Abstract

Background:Sport-related sudden cardiac death (SRSCD) can only be fought through prevention.Objective:The aim of this study is to propose an innovative software application, CaRiSMA 1.0 (Cardiac Risk Self-Monitoring Assessment), as a potential tool to help contrasting SRSCD and educating to a correct training.Methods:CaRiSMA 1.0 analyzes the electrocardiographic and heart-rate (HR) signals acquired during a training session through wearable sensors and provides intuitive graphical outputs consisting of two traffic lights, one related to cardiac health, based on resting QTc (a parameter quantifying the duration of ventricular contraction and subsequent relaxation), and one related to training, based on exercise HR. Safe and worthwhile training sessions have green traffic lights. A red QTc traffic light indicates the need of a medical consultation, whereas a red HR traffic light indicate the need of a reduction of training intensity. By way of example, CaRiSMA 1.0 was applied to sample data acquired in 10 volunteers (age= 27±11 years; males/females 3/7).Results:Two acquisitions (20.0%) were rejected because too noisy, indicating that wearable sensors may record poor quality signals. The QTc traffic light was red in 1 case, indicating that people practicing sport may not be aware of being at risk. The HR traffic light was red in 0 cases.Conclusion:CaRiSMA 1.0 is a software application that, for the first time in the sport context, uses QTc, the most important index of cardiac risk in clinics.
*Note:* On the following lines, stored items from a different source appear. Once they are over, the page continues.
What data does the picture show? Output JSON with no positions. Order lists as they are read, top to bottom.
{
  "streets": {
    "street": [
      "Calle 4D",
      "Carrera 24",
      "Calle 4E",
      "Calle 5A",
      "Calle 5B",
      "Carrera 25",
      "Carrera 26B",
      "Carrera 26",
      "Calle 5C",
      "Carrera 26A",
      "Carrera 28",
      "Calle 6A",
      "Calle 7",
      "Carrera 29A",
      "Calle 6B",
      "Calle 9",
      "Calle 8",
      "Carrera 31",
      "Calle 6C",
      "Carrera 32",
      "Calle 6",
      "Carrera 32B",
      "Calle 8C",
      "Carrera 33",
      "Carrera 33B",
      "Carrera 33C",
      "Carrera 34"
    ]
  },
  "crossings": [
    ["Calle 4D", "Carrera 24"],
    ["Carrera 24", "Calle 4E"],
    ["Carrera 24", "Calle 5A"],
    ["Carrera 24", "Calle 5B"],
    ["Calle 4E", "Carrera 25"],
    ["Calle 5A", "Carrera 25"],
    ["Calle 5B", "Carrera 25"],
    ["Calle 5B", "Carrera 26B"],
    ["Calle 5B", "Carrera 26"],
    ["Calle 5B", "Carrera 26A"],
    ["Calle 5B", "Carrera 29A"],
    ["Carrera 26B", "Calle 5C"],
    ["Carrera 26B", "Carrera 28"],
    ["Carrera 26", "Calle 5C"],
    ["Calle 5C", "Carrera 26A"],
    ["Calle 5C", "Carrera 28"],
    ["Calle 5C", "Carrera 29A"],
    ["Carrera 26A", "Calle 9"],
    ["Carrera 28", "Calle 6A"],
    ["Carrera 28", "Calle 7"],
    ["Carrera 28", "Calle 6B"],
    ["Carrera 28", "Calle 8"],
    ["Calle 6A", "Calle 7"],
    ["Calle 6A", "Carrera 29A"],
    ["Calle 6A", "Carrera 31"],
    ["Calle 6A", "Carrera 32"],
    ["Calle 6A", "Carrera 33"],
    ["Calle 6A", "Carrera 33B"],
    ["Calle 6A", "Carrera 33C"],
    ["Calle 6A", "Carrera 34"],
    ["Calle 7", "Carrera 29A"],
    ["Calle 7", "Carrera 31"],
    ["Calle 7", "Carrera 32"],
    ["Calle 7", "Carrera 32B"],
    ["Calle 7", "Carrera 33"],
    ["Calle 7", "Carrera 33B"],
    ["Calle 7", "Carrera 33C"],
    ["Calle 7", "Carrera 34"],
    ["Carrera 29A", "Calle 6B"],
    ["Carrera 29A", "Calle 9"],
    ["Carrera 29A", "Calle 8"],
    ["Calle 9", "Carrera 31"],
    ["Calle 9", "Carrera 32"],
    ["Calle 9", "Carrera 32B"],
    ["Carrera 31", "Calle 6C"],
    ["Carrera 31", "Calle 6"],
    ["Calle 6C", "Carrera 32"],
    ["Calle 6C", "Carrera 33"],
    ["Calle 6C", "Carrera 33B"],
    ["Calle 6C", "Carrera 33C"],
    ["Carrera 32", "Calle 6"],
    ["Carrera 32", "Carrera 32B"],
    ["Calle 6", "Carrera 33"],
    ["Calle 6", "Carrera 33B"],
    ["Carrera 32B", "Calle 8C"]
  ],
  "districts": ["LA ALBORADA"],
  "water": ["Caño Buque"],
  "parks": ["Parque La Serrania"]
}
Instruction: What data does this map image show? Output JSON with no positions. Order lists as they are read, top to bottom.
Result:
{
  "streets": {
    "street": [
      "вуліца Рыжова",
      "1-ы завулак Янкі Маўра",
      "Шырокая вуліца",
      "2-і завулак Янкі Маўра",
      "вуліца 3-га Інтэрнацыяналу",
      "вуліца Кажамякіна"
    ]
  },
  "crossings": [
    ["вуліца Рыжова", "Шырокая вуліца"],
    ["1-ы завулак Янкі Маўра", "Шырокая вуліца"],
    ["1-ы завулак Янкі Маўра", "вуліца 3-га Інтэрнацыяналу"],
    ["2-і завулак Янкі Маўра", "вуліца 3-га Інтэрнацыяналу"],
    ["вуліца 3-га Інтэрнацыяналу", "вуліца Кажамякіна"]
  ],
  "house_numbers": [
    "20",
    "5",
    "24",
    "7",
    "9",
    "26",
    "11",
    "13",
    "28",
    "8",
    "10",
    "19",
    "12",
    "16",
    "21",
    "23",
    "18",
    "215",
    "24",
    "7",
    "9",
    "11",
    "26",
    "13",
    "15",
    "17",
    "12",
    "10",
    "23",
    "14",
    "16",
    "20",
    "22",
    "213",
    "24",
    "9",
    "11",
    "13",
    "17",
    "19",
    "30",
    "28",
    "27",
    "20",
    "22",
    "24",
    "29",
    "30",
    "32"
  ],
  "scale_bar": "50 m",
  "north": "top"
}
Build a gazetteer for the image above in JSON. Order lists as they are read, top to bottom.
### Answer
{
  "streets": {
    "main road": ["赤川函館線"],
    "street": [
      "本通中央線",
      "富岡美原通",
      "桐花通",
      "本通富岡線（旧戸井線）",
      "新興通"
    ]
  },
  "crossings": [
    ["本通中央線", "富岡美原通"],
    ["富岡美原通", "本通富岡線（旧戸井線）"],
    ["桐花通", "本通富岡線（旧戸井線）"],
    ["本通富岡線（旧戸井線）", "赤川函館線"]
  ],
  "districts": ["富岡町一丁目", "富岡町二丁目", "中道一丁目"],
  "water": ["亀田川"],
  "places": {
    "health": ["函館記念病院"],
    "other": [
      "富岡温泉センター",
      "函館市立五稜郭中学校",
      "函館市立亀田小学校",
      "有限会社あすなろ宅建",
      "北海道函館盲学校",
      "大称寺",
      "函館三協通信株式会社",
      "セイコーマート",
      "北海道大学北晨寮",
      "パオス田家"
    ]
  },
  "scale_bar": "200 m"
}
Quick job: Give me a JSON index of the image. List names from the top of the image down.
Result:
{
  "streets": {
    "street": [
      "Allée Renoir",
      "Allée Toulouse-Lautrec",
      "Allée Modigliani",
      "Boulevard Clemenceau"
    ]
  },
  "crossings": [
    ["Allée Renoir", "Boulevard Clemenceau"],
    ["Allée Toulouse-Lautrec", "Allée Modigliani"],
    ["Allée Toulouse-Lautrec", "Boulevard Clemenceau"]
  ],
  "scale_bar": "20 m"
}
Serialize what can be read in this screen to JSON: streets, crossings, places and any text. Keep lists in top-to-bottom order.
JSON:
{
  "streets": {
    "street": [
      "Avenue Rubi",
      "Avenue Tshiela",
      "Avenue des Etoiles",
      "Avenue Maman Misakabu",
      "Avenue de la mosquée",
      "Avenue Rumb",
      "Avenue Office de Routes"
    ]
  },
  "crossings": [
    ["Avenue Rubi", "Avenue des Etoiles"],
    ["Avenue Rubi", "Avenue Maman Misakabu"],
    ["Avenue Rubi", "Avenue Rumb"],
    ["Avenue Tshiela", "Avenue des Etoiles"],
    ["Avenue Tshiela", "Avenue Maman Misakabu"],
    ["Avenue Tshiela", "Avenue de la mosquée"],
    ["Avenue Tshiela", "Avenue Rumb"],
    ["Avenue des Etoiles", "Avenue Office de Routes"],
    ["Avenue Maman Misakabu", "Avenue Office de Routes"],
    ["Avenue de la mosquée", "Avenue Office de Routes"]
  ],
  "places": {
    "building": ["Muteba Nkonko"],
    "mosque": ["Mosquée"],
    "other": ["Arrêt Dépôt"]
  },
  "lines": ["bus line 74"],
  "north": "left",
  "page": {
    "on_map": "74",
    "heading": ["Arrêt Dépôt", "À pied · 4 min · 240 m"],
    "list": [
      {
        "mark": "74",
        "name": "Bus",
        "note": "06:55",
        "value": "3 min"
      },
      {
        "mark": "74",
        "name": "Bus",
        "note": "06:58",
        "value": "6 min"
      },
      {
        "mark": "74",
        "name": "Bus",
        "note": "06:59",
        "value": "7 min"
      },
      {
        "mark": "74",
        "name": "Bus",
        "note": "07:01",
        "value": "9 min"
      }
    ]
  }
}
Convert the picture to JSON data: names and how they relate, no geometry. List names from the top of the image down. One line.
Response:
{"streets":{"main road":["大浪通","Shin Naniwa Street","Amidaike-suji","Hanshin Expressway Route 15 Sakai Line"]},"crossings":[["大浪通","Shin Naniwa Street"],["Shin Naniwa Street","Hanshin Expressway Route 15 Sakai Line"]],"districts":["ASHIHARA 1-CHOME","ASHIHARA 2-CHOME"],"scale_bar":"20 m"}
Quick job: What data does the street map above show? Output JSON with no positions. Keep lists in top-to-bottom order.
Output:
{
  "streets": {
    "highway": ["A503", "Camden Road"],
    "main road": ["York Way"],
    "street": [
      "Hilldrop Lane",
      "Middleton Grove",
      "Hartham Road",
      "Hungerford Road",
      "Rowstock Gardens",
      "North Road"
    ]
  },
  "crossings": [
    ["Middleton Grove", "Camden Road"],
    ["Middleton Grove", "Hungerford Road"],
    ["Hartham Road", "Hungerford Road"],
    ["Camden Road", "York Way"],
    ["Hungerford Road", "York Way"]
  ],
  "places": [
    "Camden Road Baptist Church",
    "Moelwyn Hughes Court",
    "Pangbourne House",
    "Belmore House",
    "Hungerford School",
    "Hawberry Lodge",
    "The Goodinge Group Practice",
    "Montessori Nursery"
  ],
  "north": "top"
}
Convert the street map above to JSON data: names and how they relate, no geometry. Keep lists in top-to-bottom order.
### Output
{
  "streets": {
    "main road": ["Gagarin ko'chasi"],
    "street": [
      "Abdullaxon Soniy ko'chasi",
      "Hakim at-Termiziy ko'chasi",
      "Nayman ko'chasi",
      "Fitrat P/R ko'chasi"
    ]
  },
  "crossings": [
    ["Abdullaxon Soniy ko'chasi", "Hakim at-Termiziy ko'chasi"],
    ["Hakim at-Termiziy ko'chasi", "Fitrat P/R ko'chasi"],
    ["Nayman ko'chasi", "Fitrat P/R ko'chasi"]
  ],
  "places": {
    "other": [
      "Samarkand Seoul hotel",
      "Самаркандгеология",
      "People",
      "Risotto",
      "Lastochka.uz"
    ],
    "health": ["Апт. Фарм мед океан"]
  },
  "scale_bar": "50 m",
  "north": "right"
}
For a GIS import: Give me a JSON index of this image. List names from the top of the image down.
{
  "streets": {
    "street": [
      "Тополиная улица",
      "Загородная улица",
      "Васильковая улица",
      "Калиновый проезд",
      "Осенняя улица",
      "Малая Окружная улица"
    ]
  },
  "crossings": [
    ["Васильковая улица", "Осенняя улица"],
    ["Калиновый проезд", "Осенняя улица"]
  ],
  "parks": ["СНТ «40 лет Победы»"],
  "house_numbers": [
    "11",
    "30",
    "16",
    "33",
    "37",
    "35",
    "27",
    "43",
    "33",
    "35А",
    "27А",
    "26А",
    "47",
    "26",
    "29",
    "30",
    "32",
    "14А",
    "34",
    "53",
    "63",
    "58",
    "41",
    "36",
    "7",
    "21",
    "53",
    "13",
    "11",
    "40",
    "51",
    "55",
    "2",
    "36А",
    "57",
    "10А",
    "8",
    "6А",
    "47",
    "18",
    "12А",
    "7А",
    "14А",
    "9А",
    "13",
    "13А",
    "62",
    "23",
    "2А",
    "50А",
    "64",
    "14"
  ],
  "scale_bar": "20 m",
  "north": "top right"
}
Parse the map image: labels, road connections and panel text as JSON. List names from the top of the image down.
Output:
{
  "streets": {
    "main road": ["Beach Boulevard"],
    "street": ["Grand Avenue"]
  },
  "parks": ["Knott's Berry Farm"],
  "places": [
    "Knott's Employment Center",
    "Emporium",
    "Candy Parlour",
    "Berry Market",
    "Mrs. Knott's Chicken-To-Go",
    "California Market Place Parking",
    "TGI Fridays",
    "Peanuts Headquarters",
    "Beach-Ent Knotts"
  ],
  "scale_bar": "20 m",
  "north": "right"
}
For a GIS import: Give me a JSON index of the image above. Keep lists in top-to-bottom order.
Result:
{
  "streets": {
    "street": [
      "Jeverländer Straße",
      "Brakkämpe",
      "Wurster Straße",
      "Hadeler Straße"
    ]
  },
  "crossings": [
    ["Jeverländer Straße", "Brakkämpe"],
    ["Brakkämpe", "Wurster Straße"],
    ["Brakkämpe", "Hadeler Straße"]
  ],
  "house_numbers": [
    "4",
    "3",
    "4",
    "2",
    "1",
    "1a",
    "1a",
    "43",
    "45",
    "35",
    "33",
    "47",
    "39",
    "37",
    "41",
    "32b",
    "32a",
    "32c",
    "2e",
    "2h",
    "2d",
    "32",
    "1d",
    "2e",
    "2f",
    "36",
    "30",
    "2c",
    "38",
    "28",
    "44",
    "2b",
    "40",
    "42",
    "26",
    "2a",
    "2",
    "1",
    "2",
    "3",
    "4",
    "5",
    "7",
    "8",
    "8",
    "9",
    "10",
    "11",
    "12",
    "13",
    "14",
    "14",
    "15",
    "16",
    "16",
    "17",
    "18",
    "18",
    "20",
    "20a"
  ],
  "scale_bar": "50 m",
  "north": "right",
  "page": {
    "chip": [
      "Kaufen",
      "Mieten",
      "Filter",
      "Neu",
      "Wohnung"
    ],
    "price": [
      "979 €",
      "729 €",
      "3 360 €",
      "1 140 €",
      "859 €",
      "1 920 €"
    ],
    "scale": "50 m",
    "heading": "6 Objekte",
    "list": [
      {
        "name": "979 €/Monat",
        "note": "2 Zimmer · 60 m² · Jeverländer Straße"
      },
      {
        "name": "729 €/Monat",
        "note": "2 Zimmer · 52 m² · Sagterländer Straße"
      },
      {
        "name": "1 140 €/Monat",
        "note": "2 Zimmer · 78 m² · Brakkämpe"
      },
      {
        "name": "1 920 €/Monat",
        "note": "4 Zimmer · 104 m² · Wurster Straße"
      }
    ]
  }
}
Thus, it has the potential for giving a contribution in the fight against SRSCD.

Highlights

  • Sport-related sudden cardiac death (SRSCD) is a “death occurring during sport or within one hour of cessation of sports activity” [1]

  • As far as we know, it has never been used in sports applications finalized to large-scale prevention, even though some modern wearable sensors record the ECG signal and retrospective observational studies on professional athletes have indicated a prevalence of prolonged QTc [14 - 19]

  • Two acquisitions out of 10 (20%) were rejected because too much noise affected the ECG signal jeopardizing reliability, indicating that the quality signal recorded by wearable sensors are not always as good as expected [28]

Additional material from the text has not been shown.